Jedną z ostatnich grup, które docierają na Jasną Górę wraz z warszawską pielgrzymką pieszą jest częstochowska grupa Błękitno-Biała. Pielgrzymuje ona od trzydziestu lat wraz z akademickimi grupami siedemnastymi. Pielgrzymów w Częstochowie, pod kościołem św. Zygmunta, przywitał bp Andrzej Przybylski. Hierarcha podziękował pątnikom za reprezentację naszej archidiecezji w setną rocznice jej istnienia, oraz za to, że w imieniu całej archidiecezji niosą wszystkie sprawy duszpasterstwa, ewangelizacji, powołań kapłańskich i rodzin na Jasną Górę.
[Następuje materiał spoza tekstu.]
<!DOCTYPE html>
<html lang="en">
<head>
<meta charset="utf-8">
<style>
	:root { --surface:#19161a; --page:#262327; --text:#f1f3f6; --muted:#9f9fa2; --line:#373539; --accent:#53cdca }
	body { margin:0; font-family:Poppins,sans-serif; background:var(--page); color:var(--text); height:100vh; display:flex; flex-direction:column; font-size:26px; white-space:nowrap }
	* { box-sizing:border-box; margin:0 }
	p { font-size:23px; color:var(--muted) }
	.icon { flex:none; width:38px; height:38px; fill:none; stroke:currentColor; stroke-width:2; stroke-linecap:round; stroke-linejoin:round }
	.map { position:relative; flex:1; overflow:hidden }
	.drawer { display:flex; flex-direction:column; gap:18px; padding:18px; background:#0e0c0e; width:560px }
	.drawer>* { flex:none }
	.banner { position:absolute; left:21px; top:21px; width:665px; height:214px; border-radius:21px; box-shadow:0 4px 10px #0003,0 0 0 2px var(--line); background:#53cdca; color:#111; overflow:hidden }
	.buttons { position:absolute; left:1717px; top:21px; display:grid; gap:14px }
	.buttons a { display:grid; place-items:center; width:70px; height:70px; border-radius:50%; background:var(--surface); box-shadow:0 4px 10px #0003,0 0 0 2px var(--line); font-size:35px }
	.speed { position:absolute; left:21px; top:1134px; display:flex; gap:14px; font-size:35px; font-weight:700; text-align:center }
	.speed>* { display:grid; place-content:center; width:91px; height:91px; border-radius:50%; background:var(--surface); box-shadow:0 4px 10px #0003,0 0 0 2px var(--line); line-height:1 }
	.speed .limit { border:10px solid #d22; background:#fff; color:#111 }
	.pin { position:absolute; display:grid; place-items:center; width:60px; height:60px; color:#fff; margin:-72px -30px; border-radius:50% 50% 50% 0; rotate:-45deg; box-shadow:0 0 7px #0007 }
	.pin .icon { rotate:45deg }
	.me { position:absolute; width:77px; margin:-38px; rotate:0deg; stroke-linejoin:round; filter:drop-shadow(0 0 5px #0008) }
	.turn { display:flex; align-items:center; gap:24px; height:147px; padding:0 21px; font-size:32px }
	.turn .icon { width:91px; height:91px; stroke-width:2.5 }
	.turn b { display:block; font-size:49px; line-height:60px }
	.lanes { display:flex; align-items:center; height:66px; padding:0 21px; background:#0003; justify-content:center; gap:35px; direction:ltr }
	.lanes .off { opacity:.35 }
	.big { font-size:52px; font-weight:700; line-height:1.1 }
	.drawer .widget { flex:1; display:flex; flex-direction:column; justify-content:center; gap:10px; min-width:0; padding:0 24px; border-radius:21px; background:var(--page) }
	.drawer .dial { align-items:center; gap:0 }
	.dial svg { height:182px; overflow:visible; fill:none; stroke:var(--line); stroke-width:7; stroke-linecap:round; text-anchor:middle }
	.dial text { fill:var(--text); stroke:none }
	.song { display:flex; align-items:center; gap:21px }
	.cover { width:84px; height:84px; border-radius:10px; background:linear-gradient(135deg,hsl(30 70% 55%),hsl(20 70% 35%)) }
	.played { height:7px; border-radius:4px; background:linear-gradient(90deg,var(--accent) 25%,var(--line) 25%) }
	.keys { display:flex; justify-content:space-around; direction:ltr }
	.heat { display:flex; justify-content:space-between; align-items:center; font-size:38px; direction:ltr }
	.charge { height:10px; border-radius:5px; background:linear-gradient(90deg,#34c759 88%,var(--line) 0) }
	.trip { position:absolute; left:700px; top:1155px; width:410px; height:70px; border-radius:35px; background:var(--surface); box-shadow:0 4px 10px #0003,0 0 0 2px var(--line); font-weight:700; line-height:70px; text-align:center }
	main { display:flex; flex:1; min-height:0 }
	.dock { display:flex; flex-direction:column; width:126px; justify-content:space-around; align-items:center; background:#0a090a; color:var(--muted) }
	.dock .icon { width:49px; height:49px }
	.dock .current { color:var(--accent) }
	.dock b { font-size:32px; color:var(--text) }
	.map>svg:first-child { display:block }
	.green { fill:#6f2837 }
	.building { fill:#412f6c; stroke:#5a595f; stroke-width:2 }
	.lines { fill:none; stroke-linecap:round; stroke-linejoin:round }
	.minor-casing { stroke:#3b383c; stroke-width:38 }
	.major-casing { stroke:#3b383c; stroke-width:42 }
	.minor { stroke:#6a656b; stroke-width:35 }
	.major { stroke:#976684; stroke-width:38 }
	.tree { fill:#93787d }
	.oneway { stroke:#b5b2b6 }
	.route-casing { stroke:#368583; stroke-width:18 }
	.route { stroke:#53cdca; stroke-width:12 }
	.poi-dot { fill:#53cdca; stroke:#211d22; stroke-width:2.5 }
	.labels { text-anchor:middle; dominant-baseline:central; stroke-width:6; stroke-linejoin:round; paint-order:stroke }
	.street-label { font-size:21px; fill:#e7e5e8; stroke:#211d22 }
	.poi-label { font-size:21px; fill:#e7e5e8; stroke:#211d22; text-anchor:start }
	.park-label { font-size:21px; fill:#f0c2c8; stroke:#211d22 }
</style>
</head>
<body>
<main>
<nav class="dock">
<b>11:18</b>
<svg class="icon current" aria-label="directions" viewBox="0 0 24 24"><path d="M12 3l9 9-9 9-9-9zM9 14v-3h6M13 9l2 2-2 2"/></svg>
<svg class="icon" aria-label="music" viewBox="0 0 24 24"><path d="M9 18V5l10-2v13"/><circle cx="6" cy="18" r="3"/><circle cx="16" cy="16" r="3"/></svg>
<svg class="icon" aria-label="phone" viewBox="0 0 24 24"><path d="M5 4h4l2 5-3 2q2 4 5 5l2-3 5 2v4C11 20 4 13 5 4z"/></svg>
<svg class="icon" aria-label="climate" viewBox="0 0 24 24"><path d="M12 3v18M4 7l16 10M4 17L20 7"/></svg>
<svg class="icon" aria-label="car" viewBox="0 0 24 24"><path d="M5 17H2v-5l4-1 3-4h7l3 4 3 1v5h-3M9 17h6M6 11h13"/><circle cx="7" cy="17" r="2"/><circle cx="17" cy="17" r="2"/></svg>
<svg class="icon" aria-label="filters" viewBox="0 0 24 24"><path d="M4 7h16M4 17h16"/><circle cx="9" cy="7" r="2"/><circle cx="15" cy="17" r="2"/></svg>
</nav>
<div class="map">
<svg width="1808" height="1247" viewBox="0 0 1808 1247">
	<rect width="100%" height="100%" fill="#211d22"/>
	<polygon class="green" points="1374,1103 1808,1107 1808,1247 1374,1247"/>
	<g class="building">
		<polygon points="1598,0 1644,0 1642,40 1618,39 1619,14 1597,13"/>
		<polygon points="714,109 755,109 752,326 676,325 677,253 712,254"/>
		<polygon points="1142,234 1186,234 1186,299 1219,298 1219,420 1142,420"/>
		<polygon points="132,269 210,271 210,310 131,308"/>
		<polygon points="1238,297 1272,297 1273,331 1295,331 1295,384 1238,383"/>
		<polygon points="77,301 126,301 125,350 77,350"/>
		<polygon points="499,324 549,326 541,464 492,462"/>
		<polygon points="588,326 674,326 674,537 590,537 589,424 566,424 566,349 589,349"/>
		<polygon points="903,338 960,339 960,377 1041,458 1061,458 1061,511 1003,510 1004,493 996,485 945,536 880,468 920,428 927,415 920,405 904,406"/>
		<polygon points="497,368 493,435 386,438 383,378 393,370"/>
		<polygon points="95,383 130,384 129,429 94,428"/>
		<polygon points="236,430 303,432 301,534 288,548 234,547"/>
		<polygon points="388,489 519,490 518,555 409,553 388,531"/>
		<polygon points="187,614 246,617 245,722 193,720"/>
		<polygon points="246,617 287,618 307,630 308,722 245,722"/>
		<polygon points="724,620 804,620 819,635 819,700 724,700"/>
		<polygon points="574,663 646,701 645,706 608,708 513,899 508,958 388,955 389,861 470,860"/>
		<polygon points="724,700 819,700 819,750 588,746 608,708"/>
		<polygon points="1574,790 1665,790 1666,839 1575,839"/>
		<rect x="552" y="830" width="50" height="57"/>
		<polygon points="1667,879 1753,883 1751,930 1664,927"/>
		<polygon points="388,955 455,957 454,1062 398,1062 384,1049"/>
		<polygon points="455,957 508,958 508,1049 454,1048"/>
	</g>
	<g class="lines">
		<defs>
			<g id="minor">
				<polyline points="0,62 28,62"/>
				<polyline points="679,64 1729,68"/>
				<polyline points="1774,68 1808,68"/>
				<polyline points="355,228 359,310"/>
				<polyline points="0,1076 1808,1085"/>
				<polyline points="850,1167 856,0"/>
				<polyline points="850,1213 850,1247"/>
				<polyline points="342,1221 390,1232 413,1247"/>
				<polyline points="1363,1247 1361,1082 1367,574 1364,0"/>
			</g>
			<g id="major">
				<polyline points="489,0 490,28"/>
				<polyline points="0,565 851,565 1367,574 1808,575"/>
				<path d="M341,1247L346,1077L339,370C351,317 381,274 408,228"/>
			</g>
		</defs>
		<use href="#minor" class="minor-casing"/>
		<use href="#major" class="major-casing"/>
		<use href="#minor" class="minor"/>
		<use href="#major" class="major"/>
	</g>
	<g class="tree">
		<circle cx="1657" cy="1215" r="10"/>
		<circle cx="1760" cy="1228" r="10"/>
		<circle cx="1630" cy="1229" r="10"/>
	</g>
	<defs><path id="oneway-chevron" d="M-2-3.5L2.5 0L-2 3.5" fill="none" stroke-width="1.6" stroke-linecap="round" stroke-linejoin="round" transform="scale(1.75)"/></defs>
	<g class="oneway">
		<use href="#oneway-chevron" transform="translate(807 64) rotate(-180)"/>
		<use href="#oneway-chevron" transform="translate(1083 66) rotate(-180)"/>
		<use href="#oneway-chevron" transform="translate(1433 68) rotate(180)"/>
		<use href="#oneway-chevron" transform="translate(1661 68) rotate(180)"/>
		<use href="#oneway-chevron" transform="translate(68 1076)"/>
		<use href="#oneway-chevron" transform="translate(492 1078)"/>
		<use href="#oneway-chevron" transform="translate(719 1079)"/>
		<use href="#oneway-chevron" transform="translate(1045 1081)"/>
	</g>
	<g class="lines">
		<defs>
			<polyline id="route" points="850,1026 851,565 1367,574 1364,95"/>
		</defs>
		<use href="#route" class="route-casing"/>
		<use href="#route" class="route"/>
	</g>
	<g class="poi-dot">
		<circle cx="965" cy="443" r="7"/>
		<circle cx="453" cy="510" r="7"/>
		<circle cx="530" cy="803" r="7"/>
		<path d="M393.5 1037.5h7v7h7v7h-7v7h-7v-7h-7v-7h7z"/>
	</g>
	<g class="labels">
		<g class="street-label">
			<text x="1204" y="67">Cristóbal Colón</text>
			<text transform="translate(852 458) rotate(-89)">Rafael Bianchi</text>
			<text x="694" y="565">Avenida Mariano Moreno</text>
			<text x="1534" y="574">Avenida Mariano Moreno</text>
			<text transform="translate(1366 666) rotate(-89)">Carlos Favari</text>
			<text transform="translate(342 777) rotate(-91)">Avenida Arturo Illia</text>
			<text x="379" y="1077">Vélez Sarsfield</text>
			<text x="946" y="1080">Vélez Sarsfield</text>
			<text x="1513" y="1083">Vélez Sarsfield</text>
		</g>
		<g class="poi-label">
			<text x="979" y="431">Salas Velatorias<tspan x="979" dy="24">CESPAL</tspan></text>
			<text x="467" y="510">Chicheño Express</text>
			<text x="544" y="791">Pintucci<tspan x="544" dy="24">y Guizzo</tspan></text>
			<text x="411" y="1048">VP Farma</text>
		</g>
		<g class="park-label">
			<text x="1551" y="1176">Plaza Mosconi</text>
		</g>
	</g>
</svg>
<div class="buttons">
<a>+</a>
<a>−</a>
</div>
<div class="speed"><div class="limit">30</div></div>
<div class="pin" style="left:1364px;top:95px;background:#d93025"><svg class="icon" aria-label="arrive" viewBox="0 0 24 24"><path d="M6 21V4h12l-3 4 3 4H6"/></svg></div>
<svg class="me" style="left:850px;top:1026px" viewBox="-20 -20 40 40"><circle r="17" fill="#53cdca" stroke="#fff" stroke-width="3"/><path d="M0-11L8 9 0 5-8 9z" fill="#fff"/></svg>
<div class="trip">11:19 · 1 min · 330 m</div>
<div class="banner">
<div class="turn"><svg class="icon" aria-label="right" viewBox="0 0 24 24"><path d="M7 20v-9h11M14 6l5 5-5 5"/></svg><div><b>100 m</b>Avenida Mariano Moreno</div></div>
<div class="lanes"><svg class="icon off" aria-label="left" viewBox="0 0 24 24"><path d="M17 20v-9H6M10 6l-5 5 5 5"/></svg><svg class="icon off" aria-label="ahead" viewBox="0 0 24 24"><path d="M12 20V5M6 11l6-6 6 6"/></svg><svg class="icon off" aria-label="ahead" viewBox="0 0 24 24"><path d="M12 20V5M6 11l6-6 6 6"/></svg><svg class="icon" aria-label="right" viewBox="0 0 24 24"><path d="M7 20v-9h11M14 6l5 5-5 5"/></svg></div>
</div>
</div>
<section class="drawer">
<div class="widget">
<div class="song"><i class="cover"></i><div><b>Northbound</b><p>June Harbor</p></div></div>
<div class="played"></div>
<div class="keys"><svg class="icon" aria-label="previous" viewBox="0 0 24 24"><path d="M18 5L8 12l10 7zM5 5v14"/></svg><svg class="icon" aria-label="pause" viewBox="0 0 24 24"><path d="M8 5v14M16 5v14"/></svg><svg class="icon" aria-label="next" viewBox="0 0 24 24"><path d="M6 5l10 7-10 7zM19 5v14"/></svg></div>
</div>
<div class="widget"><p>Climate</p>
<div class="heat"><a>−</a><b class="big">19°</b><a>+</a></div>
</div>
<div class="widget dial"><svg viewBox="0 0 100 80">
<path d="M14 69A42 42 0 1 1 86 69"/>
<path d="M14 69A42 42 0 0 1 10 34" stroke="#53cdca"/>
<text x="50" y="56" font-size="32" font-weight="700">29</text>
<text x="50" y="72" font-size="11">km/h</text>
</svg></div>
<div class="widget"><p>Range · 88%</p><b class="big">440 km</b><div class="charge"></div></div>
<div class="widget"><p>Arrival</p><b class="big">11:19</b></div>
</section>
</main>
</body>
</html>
Częstochowianie z Warszawy
Lech Łuczywo dołączył do pielgrzymów dopiero na ostatnim odcinku – ze Mstowa na Jasną Górę. Dla częstochowianina jest to wielkie wydarzenie. – Nie było mi dane przejść całej trasy. W zeszłym tygodniu byłem w szpitalu, ale już dwanaście razy pielgrzymowałem z Warszawy – opowiada z dumą. I wyjaśnia powody, dla których staje na pielgrzymim szlaku: – Chciałem przejść chociaż ten mały odcinek, żeby stanąć twarzą w twarz z Matką, która przyjmie wszystkie troski, żale i nadzieje. Ksiądz Tomasz Dyjan, proboszcz parafii św. Stanisława Biskupa i Męczennika w Witkowicach, dołączył do grupy również w trakcie trwania pielgrzymki: – W piątek przyjmowałem jeszcze u siebie w parafii pielgrzymów. Cieszę się, że mogę i gościć pątników, i iść po tej drodze pielgrzymkowej do Matki Bożej, aby zasiać ziarno nadziei – podkreśla duchowny.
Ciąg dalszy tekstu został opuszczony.